— Task statement —
The line containing "M400 539 419 553 374 617 355 603Z" marks where copying starts, so set down that line and each one after it exactly, through the end of the records.

[Collection entries]
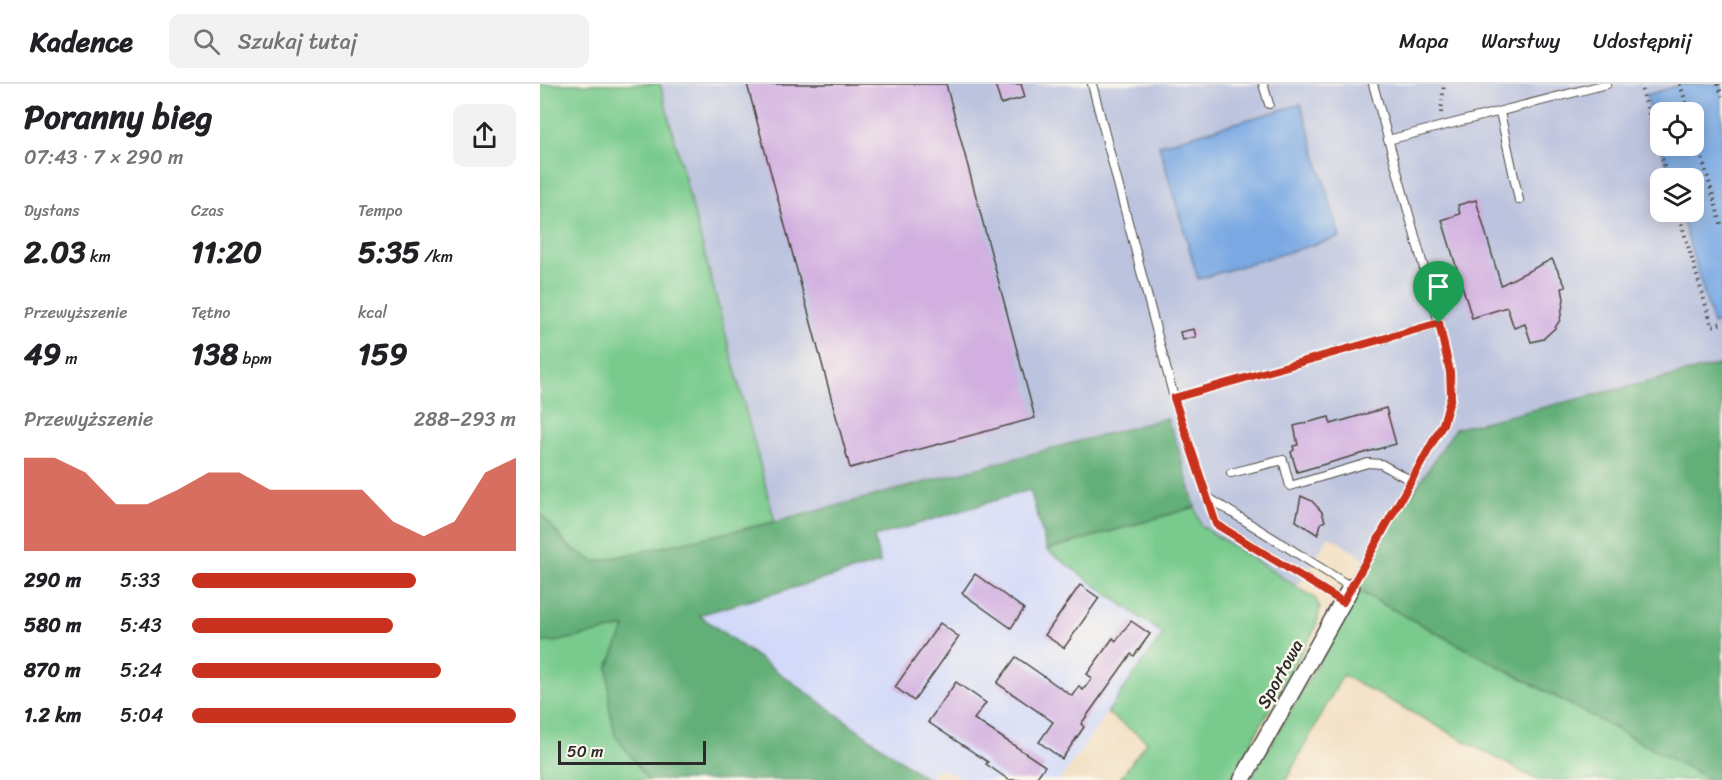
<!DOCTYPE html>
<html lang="pl">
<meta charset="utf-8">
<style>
body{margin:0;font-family:Sriracha,sans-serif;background:#f2f2f2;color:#202124;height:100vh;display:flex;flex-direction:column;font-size:22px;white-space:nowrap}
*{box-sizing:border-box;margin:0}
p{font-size:20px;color:#757577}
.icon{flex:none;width:33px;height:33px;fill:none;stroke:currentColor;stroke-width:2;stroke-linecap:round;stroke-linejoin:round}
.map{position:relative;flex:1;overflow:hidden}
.drawer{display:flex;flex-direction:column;background:#fff;width:540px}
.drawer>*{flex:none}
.tools{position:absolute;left:1110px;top:18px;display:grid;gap:12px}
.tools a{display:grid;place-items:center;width:54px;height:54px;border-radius:12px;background:#fff;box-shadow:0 3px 15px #0003;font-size:30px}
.scale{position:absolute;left:18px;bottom:15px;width:148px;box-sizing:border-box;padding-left:6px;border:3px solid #2b2b2b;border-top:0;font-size:16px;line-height:21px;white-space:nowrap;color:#2b2b2b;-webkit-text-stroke:4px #fbf7ec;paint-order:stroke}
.pin{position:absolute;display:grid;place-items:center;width:51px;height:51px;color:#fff;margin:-62px -26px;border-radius:50% 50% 50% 0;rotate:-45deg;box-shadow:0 0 6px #0007}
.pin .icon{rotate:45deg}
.round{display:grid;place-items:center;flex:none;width:63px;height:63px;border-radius:12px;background:#f2f2f2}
.headline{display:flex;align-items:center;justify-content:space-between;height:102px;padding:0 24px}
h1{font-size:33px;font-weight:700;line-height:45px}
.figures{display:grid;grid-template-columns:repeat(3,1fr);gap:9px;height:102px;padding:6px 24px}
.figures div{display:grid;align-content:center}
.figures b{font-size:30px;font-weight:700}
.figures small{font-size:16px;font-weight:400}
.figures p{font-size:16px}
.chart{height:168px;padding:12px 24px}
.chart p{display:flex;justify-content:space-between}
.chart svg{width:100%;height:108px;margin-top:6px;fill:#c8321e;opacity:.7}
ul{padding:0 24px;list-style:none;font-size:20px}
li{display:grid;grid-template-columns:96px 72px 1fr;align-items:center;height:45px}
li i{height:15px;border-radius:8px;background:#c8321e}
header{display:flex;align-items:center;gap:36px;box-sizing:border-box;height:84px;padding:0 30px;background:#fff;border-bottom:2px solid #e0e0e0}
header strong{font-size:28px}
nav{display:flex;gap:33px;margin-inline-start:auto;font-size:21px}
.search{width:420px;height:54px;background:#f2f2f2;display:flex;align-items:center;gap:15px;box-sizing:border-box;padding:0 21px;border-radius:12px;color:#757577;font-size:22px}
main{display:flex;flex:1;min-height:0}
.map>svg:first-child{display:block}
</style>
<header>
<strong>Kadence</strong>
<div class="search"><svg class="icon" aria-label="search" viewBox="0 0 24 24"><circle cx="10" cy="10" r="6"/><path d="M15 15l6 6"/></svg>Szukaj tutaj</div>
<nav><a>Mapa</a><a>Warstwy</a><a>Udostępnij</a></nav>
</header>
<main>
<section class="drawer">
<div class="headline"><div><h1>Poranny bieg</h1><p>07:43 · 7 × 290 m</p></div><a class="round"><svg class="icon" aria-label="share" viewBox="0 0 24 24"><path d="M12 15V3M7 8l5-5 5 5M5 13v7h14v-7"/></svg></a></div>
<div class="figures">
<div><p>Dystans</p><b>2.03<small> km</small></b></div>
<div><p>Czas</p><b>11:20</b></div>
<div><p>Tempo</p><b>5:35<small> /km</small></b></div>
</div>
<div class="figures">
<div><p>Przewyższenie</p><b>49<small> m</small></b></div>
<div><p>Tętno</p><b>138<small> bpm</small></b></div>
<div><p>kcal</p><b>159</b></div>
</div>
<div class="chart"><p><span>Przewyższenie</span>288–293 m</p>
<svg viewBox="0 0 160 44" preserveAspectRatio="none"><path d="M0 44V6L10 6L20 12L30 25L40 25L50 19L60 12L70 12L80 19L90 19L100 19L110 19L120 32L130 38L140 32L150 12L160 6V44z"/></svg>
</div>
<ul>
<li><b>290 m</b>5:33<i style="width:69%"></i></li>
<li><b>580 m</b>5:43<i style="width:62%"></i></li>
<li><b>870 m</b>5:24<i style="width:77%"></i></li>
<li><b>1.2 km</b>5:04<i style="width:100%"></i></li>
</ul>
</section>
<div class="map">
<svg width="1182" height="696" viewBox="0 0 1182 696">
<rect width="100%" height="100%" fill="#fbf7ec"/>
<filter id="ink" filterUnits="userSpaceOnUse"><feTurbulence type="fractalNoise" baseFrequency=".0167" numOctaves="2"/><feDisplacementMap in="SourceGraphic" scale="12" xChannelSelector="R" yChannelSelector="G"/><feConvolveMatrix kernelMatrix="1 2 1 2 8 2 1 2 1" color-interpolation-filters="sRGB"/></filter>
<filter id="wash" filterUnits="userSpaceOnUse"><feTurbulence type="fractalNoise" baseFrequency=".008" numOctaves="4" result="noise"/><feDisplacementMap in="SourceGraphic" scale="24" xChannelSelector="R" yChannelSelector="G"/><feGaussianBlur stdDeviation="1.35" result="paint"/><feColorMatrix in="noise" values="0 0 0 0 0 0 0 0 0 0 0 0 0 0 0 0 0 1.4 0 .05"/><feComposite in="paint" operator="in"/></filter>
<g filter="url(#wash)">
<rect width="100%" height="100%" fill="#f2ddbe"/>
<path fill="#d2d9f9" d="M490 406 507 466 623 550 520 696H428L398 684 388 696 158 531 339 479 333 453Z"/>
<path fill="#bcc3de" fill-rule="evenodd" d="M120 0H1182V280L915 345 836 482 789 452 757 504 661 442 637 360 627 334 235 438ZM1120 28H1154V62H1120ZM1120 94H1154V128H1120Z"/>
<path fill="#79cb8d" stroke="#527b5c" stroke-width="1.5" d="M0 0H120L235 438 55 478 28 462 0 429Z
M655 423 661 442 775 514 780 524 776 543 690 696H579L607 657 567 629 623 550 507 466Z
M820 508 1171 696H997L803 591 746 696H710Z
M85 543 68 583 75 651 108 696H0V558H14Z"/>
<path fill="#62af78" stroke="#466d52" stroke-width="1.5" d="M1182 280V696H1171L811 503 915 345Z
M627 334 637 360 655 423 507 466 490 406 334 453 340 479 159 531 388 696H108L75 651 69 622 68 583 85 543 14 558H0V429L28 462 55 478 235 438Z"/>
<path fill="#79a8e3" stroke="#526a87" stroke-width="1.5" d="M1143 0H1182V237L1173 240 1140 128H1154V94H1130L1121 62H1154V28H1120V61L1106 11Z
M761 20 800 153 658 195 619 61Z"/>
<g id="blocks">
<path fill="#d1afe0" d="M207 0H406L495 334 310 384Z
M455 0H481L485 13 461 20Z
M936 116 961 201 1012 175 1026 203 1022 204 1024 215 1020 236 1015 244 1003 255 991 258 985 240 974 244 967 223 932 234 902 136 920 130 918 121Z
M654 245 656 253 642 256 640 248Z
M846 324 856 360 757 388 751 368 754 366 753 362 758 361 754 342 789 333 791 340Z
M761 412 772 417 782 428 785 437 781 439 778 451 756 437Z
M435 490 484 525 471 544 422 509Z
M540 501 559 514 524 564 505 551Z
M591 537 610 550 594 572 591 570 541 640 544 643 522 675 499 658 513 638 457 599 476 573 532 612 539 602 543 606 552 594 547 590 573 554 576 557Z
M400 539 419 553 374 617 355 603Z
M416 598 446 619 434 635 505 682 495 696H469L446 680 448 678 388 638Z"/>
</g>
</g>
<g filter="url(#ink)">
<use href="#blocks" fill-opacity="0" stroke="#494641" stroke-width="1.5"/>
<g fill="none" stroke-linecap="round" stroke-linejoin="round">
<defs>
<path id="lane" d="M552 0 634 314 667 413 811 503 903 340 911 313 910 288 899 239 833 0
M723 0 729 20
M960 28 979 116
M848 56 1067 0
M634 314 899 239
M691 389 743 376 750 402 828 379 841 380 872 397
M667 414 677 440 803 518"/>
<path id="street" d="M702 696 811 503"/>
</defs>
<use href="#lane" stroke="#494641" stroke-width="10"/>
<use href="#street" stroke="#494641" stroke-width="19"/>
<path stroke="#494641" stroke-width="4" stroke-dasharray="1.5 4.5" stroke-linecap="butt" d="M1100 0 1128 94
M1140 0 1149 28
M1178 0 1182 12
M901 29 904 0
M1154 46 1182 143
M1138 128 1172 242 1182 239"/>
<use href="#lane" stroke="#fff" stroke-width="8"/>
<use href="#street" stroke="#fff" stroke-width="16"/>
</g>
</g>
<g fill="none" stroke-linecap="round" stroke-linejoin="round" filter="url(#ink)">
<defs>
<path id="route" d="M899 239 910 288 911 313 903 340 803 518 676 440 634 314Z"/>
</defs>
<use href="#route" stroke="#fff" stroke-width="12"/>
<use href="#route" stroke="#c8321e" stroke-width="8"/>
</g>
<g text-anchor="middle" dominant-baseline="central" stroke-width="5" stroke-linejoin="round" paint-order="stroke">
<g font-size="18" fill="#2b2b2b" stroke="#fbf7ec">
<text transform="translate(740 590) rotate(-61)">Sportowa</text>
</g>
</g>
</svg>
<div class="tools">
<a><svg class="icon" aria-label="locate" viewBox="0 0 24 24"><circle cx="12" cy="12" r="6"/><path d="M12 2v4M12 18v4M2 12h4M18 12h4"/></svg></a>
<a><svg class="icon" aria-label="layers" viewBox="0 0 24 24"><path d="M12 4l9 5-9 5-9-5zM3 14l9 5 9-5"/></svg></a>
</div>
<div class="scale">50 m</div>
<div class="pin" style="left:899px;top:239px;background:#1e9e55"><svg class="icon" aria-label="arrive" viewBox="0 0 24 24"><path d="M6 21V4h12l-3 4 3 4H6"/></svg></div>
</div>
</main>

— Exercise response —
M400 539 419 553 374 617 355 603Z
M416 598 446 619 434 635 505 682 495 696H469L446 680 448 678 388 638Z"/>
</g>
</g>
<g filter="url(#ink)">
<use href="#blocks" fill-opacity="0" stroke="#494641" stroke-width="1.5"/>
<g fill="none" stroke-linecap="round" stroke-linejoin="round">
<defs>
<path id="lane" d="M552 0 634 314 667 413 811 503 903 340 911 313 910 288 899 239 833 0
M723 0 729 20
M960 28 979 116
M848 56 1067 0
M634 314 899 239
M691 389 743 376 750 402 828 379 841 380 872 397
M667 414 677 440 803 518"/>
<path id="street" d="M702 696 811 503"/>
</defs>
<use href="#lane" stroke="#494641" stroke-width="10"/>
<use href="#street" stroke="#494641" stroke-width="19"/>
<path stroke="#494641" stroke-width="4" stroke-dasharray="1.5 4.5" stroke-linecap="butt" d="M1100 0 1128 94
M1140 0 1149 28
M1178 0 1182 12
M901 29 904 0
M1154 46 1182 143
M1138 128 1172 242 1182 239"/>
<use href="#lane" stroke="#fff" stroke-width="8"/>
<use href="#street" stroke="#fff" stroke-width="16"/>
</g>
</g>
<g fill="none" stroke-linecap="round" stroke-linejoin="round" filter="url(#ink)">
<defs>
<path id="route" d="M899 239 910 288 911 313 903 340 803 518 676 440 634 314Z"/>
</defs>
<use href="#route" stroke="#fff" stroke-width="12"/>
<use href="#route" stroke="#c8321e" stroke-width="8"/>
</g>
<g text-anchor="middle" dominant-baseline="central" stroke-width="5" stroke-linejoin="round" paint-order="stroke">
<g font-size="18" fill="#2b2b2b" stroke="#fbf7ec">
<text transform="translate(740 590) rotate(-61)">Sportowa</text>
</g>
</g>
</svg>
<div class="tools">
<a><svg class="icon" aria-label="locate" viewBox="0 0 24 24"><circle cx="12" cy="12" r="6"/><path d="M12 2v4M12 18v4M2 12h4M18 12h4"/></svg></a>
<a><svg class="icon" aria-label="layers" viewBox="0 0 24 24"><path d="M12 4l9 5-9 5-9-5zM3 14l9 5 9-5"/></svg></a>
</div>
<div class="scale">50 m</div>
<div class="pin" style="left:899px;top:239px;background:#1e9e55"><svg class="icon" aria-label="arrive" viewBox="0 0 24 24"><path d="M6 21V4h12l-3 4 3 4H6"/></svg></div>
</div>
</main>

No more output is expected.